The SecretsMasker class is a singleton logging.Filter that intercepts log records and redacts any values matching registered secret patterns. Its design supports multiple layers of secret detection:

  • Pattern-based masking: Secrets are registered via add_mask() which compiles them into a combined regex replacer. Any string passing through redact() has matching substrings replaced with ***.
  • Key-based masking: Field names matching entries in DEFAULT_SENSITIVE_FIELDS (e.g., password, api_key, secret, token) trigger full redaction of their associated values regardless of pattern matching.
  • Recursive redaction: The _redact() method walks nested data structures (dicts, lists, tuples, sets, enums, K8s V1EnvVar) up to MAX_RECURSION_DEPTH (5) levels deep.
  • Merge support: The merge() method allows restoring original values from a redacted copy -- if a user-modified redacted value still contains ***, the original unredacted value is restored; otherwise the new value is preserved.

The RedactedIO class wraps sys.stdout as a TextIO implementation that automatically redacts any text written through it, used with contextlib.redirect_stdout().

Key safety features:

  • Secrets shorter than min_length_to_mask (default: 5 characters) are not masked to avoid false positives.
  • The common term "airflow" is excluded from masking via SECRETS_TO_SKIP_MASKING.
  • An ALREADY_FILTERED_FLAG prevents duplicate processing when filters are attached to multiple handlers.
  • Failed redaction attempts return "<redaction-failed>" rather than exposing sensitive data.

Usage

from airflow_shared.secrets_masker.secrets_masker import SecretsMasker, mask_secret, redact

# Register a secret to be masked
mask_secret("my-super-secret-password")

# Redact a string containing the secret
result = redact("Connection string: user:my-super-secret-password@host")
# Result: "Connection string: user:***@host"

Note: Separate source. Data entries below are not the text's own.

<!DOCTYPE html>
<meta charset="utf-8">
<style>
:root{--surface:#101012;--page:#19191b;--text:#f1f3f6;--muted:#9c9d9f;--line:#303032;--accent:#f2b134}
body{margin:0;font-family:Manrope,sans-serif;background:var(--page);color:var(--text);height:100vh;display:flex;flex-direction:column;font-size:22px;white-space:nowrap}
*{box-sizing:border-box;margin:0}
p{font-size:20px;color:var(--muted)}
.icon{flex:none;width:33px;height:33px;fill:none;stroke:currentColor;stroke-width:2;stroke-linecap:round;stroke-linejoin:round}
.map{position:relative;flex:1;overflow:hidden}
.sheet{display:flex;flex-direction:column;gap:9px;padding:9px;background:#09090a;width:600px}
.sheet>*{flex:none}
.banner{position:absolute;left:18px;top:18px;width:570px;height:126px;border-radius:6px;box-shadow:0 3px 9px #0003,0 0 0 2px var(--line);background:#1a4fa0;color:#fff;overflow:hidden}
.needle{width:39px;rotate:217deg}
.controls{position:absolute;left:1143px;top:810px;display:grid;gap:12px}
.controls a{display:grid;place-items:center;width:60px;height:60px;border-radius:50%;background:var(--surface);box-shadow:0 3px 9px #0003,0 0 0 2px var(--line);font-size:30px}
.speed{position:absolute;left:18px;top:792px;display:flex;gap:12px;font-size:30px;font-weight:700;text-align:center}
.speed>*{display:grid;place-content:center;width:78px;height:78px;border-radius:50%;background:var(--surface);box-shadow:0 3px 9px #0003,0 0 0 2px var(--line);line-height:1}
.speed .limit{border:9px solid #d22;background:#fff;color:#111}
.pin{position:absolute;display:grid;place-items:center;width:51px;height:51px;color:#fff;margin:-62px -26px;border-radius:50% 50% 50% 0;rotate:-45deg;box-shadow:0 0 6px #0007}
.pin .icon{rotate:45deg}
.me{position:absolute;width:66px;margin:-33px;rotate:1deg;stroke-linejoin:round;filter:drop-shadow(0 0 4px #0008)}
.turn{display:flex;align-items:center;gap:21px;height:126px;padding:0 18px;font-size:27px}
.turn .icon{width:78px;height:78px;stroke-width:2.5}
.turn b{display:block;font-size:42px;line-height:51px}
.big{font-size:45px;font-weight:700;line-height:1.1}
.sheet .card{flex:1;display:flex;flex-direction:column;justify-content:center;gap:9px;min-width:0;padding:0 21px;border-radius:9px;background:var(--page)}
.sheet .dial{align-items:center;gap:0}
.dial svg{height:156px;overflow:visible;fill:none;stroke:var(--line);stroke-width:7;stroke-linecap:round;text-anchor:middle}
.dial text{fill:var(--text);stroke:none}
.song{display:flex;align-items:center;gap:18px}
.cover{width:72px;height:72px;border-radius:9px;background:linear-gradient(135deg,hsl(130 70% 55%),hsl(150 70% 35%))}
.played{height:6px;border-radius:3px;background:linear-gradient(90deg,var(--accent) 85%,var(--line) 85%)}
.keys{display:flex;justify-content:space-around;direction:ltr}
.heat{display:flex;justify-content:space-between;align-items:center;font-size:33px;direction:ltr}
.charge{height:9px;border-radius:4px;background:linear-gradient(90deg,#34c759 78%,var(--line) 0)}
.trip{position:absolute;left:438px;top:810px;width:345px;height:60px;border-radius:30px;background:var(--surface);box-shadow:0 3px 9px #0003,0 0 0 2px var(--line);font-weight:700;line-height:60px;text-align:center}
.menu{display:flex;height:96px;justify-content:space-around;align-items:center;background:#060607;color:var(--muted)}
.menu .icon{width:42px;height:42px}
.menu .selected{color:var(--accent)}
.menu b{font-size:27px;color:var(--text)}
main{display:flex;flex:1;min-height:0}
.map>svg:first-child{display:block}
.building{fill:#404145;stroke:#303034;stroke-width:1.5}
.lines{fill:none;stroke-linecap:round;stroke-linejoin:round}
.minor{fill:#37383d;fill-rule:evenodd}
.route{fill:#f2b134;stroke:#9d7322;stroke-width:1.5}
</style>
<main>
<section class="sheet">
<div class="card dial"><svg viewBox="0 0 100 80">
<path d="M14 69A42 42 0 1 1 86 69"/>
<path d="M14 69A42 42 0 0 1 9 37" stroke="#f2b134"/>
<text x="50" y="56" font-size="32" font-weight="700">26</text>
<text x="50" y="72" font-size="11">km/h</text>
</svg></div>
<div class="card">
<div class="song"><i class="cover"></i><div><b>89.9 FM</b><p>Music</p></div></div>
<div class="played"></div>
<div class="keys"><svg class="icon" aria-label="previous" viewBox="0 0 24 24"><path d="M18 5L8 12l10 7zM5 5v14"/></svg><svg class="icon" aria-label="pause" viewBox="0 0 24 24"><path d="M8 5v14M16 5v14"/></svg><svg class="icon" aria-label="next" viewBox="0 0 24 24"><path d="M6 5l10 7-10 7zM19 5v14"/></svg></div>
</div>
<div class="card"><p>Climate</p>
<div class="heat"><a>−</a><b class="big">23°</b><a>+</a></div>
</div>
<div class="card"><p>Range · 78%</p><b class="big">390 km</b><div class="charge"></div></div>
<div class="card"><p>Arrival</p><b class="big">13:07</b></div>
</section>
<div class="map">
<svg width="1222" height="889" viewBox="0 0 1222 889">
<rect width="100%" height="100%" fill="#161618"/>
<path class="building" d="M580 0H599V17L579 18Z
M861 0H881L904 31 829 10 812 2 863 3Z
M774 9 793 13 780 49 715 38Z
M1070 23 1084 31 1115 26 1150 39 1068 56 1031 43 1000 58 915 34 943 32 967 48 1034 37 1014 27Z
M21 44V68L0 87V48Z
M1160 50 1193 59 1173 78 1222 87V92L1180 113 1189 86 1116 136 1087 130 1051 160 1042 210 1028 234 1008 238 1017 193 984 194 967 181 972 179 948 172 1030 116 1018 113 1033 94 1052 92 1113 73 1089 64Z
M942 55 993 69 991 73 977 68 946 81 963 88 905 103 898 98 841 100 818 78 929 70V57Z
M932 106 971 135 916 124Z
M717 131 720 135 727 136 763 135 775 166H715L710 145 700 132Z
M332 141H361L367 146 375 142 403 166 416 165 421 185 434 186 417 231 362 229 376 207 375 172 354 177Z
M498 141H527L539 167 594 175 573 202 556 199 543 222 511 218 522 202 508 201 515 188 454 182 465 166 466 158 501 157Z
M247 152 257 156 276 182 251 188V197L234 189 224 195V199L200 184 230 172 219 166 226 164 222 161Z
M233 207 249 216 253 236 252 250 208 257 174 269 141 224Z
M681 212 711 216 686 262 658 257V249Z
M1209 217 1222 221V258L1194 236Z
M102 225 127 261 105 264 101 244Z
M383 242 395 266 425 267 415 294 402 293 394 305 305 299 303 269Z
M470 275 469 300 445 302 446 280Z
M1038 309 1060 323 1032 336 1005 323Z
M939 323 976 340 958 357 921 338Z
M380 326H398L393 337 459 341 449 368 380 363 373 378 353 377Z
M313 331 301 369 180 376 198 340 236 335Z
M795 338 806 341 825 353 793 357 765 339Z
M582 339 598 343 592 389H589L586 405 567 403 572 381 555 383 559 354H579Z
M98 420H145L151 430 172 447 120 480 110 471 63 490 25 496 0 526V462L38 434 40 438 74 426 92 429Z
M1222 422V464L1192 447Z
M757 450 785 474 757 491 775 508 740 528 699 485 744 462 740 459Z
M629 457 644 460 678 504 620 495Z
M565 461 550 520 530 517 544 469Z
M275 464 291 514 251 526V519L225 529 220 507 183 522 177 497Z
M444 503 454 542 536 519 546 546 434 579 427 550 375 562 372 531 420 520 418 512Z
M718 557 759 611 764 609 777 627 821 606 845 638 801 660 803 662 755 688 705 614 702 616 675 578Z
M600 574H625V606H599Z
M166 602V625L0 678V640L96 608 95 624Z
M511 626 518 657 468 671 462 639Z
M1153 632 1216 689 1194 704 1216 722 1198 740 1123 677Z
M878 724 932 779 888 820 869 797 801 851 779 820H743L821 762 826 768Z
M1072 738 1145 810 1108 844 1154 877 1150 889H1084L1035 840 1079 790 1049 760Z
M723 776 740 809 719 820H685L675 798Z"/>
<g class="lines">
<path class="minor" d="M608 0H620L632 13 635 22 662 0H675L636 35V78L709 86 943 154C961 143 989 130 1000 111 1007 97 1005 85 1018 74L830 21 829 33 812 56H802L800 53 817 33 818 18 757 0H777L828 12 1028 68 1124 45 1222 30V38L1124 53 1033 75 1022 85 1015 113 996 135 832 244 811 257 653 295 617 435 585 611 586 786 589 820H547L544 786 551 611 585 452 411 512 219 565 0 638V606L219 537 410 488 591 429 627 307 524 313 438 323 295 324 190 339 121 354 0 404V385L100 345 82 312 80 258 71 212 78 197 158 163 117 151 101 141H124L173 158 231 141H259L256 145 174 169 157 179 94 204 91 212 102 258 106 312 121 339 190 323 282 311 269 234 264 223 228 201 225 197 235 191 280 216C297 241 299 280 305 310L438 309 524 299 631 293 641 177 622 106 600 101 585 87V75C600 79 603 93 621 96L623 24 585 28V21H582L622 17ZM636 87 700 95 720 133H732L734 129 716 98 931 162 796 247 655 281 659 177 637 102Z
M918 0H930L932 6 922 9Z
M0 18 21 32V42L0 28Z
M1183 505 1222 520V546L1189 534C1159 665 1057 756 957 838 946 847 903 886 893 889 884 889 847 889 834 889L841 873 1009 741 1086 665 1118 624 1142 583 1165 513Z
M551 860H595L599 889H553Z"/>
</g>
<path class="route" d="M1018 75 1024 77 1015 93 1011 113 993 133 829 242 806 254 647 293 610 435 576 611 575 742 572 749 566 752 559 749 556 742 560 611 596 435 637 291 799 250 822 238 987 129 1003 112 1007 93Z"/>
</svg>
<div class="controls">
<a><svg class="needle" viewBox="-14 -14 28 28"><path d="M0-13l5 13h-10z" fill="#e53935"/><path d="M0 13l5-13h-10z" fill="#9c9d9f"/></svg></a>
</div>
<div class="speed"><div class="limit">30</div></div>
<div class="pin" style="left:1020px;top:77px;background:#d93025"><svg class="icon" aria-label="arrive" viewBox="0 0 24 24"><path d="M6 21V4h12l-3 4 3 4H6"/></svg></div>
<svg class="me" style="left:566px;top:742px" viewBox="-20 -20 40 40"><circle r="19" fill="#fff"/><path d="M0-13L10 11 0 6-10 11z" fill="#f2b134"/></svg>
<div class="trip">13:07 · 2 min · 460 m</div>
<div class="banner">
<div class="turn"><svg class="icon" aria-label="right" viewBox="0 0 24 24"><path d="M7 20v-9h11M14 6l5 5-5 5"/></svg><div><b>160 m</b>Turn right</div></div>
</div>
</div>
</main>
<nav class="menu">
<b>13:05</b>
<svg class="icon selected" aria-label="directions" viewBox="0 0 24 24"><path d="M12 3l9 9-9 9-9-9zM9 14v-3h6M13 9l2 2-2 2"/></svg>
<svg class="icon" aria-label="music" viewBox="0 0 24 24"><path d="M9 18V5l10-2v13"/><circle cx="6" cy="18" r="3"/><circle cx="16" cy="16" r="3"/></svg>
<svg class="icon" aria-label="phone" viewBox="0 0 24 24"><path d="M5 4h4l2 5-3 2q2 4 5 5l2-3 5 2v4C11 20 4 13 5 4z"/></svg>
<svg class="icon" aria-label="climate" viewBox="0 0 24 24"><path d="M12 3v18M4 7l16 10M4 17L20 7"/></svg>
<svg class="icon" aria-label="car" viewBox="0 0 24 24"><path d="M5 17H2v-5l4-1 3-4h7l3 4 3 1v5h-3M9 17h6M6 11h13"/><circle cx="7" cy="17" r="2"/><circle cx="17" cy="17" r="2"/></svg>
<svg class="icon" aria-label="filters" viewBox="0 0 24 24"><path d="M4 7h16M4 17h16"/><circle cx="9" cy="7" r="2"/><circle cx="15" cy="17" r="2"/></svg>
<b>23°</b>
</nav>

# Redact a dict with sensitive keys
data = {"password": "hunter2", "host": "db.example.com"}
result = redact(data)
# Result: {"password": "***", "host": "db.example.com"}

Code Reference

Source Location

  • Repository: Apache_Airflow
  • File: shared/secrets_masker/src/airflow_shared/secrets_masker/secrets_masker.py

Key Classes

SecretsMasker (lines 184-585)

class SecretsMasker(logging.Filter):
    """Redact secrets from logs."""

    replacer: Pattern | None = None
    patterns: set[str]
    ALREADY_FILTERED_FLAG = "__SecretsMasker_filtered"
    MAX_RECURSION_DEPTH = 5
    min_length_to_mask = 5

    def __init__(self): ...

    def filter(self, record) -> bool:
        """logging.Filter interface -- redacts all record attributes."""

    def redact(
        self, item: Redactable, name: str | None = None,
        max_depth: int | None = None, replacement: str = "***",
    ) -> Redacted:
        """Redact any secrets found in item, if it is a string."""

    def merge(
        self, new_item: Redacted, old_item: Redactable,
        name: str | None = None, max_depth: int | None = None,
        replacement: str = "***",
    ) -> Redacted:
        """Merge a redacted item with its original unredacted counterpart."""

    def add_mask(self, secret: JsonValue, name: str | None = None):
        """Add a new secret to be masked to this filter instance."""

    def should_hide_value_for_key(self, name) -> bool:
        """Return if the value for this given name should be hidden."""

    def reset_masker(self):
        """Reset the patterns and the replacer in the masker instance."""

    @classmethod
    def enable_log_masking(cls) -> None: ...

    @classmethod
    def disable_log_masking(cls) -> None: ...

    @classmethod
    def is_log_masking_enabled(cls) -> bool: ...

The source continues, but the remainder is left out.